***** RECORDS SUPPLIED

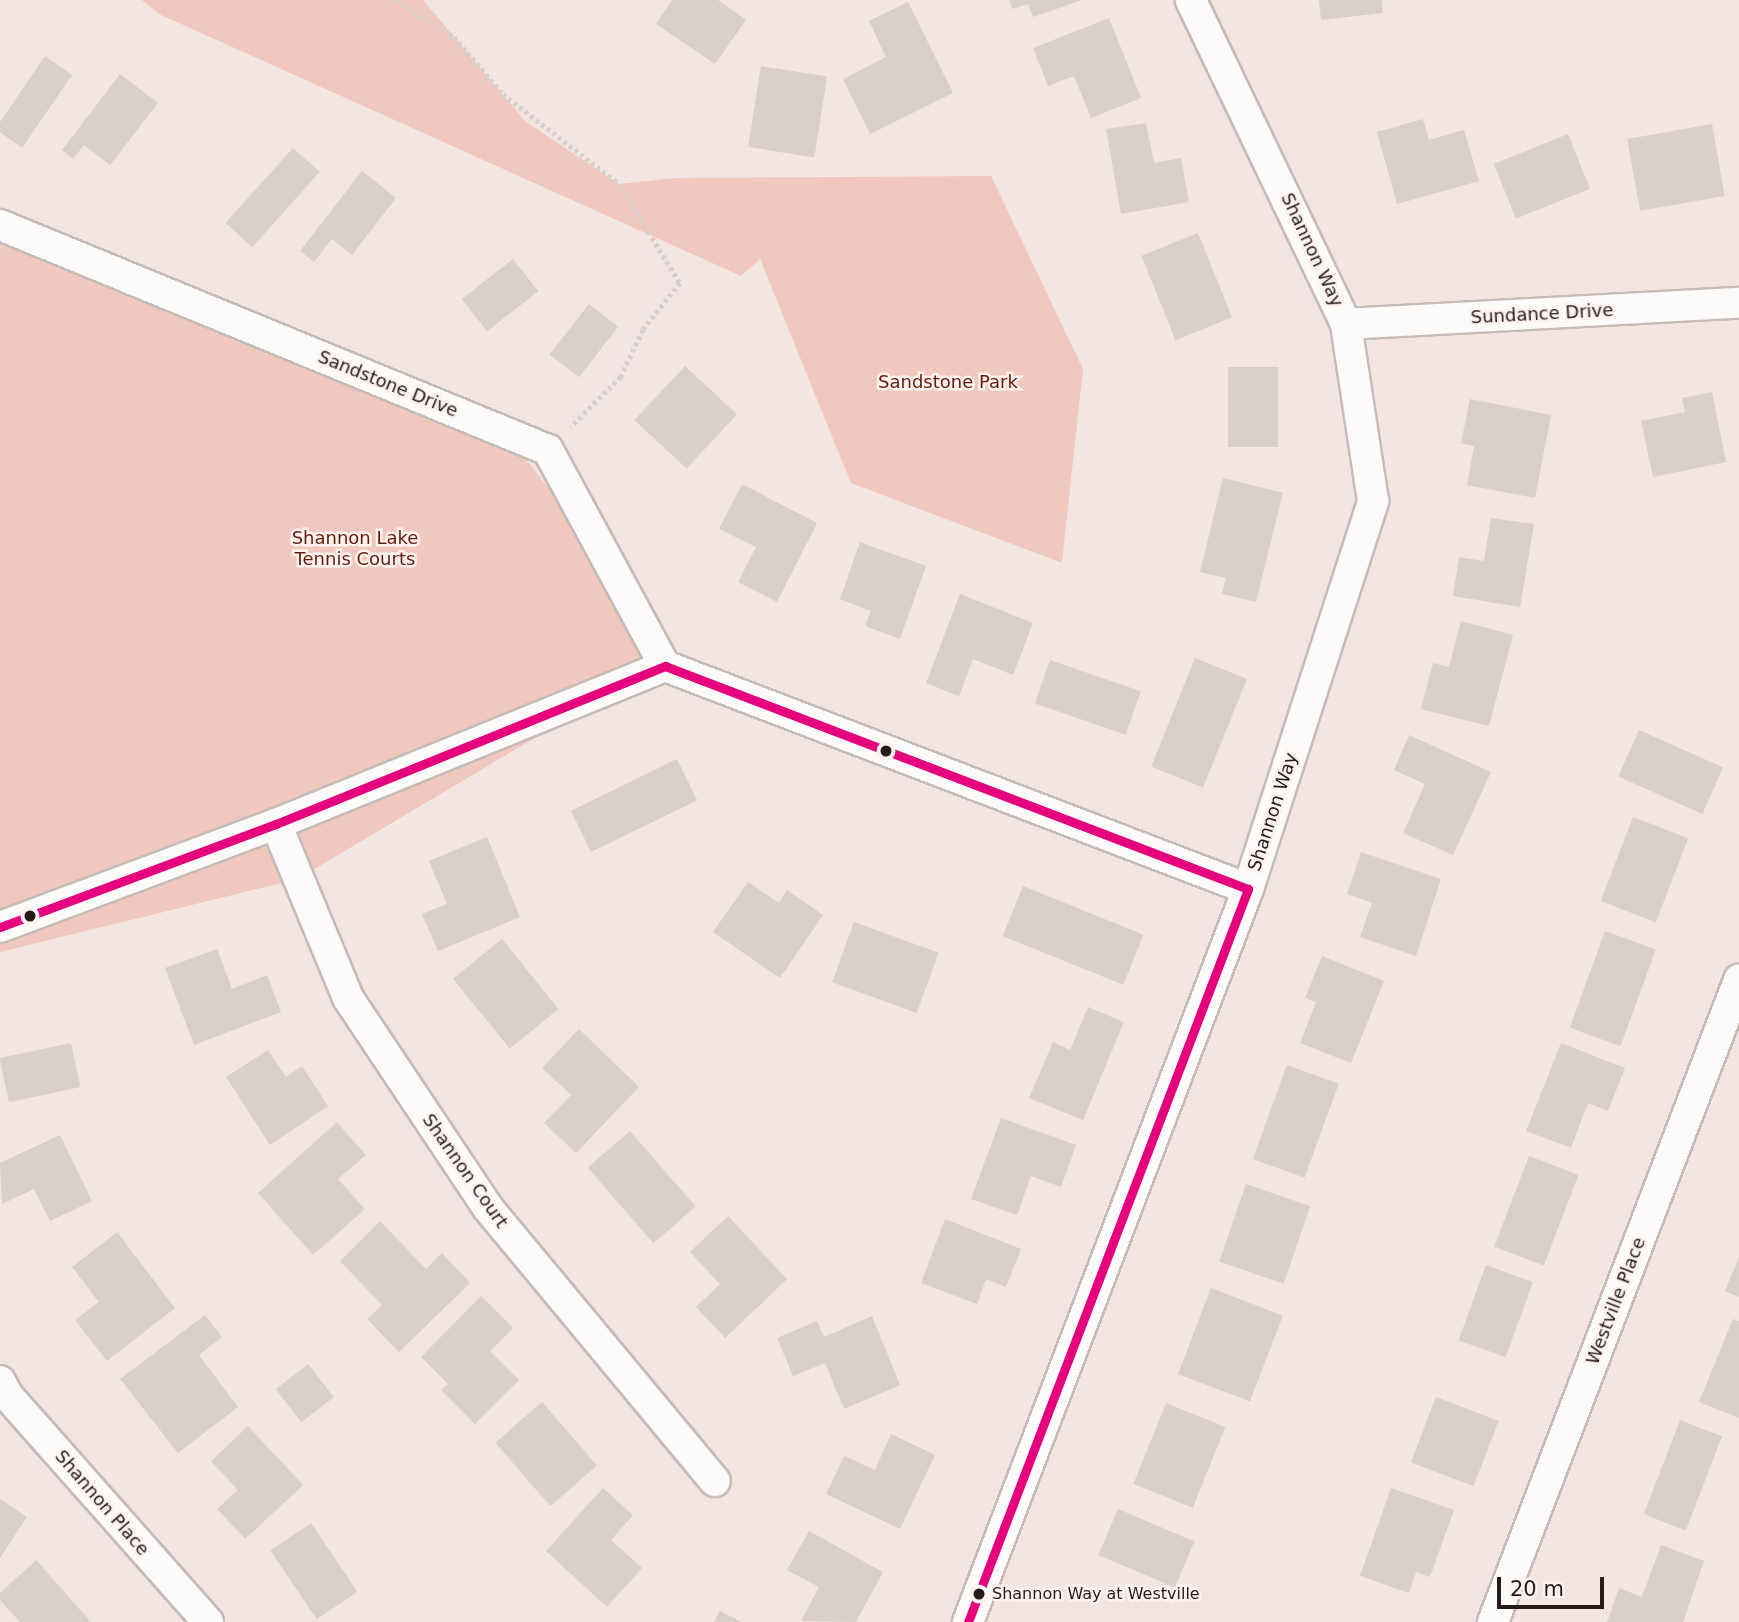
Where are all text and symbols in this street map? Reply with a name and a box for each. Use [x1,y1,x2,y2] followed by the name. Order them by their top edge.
[1276,190,1348,310] street label: Shannon Way
[1470,299,1614,329] street label: Sundance Drive
[315,346,461,422] street label: Sandstone Drive
[878,371,1018,393] park label: Sandstone Park
[292,528,418,570] park label: Shannon Lake Tennis Courts
[879,744,893,758] unlabelled marker
[1244,750,1302,874] street label: Shannon Way
[23,909,37,923] unlabelled marker
[418,1110,512,1232] street label: Shannon Court
[1582,1234,1650,1368] street label: Westville Place
[50,1446,154,1560] street label: Shannon Place
[1501,1562,1608,1606] scale bar
[1510,1577,1564,1601] text: 20 m
[992,1584,1200,1604] place label: Shannon Way at Westville
[972,1587,986,1601] marker: Shannon Way at Westville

**********

What is needed is an exact repetition of every entry, without the pictures.

* ANSWER SECTION
Where are all text and symbols in this street map? Reply with a name and a box for each. Use [x1,y1,x2,y2] followed by the name. Order them by their top edge.
[1276,190,1348,310] street label: Shannon Way
[1470,299,1614,329] street label: Sundance Drive
[315,346,461,422] street label: Sandstone Drive
[878,371,1018,393] park label: Sandstone Park
[292,528,418,570] park label: Shannon Lake Tennis Courts
[879,744,893,758] unlabelled marker
[1244,750,1302,874] street label: Shannon Way
[23,909,37,923] unlabelled marker
[418,1110,512,1232] street label: Shannon Court
[1582,1234,1650,1368] street label: Westville Place
[50,1446,154,1560] street label: Shannon Place
[1501,1562,1608,1606] scale bar
[1510,1577,1564,1601] text: 20 m
[992,1584,1200,1604] place label: Shannon Way at Westville
[972,1587,986,1601] marker: Shannon Way at Westville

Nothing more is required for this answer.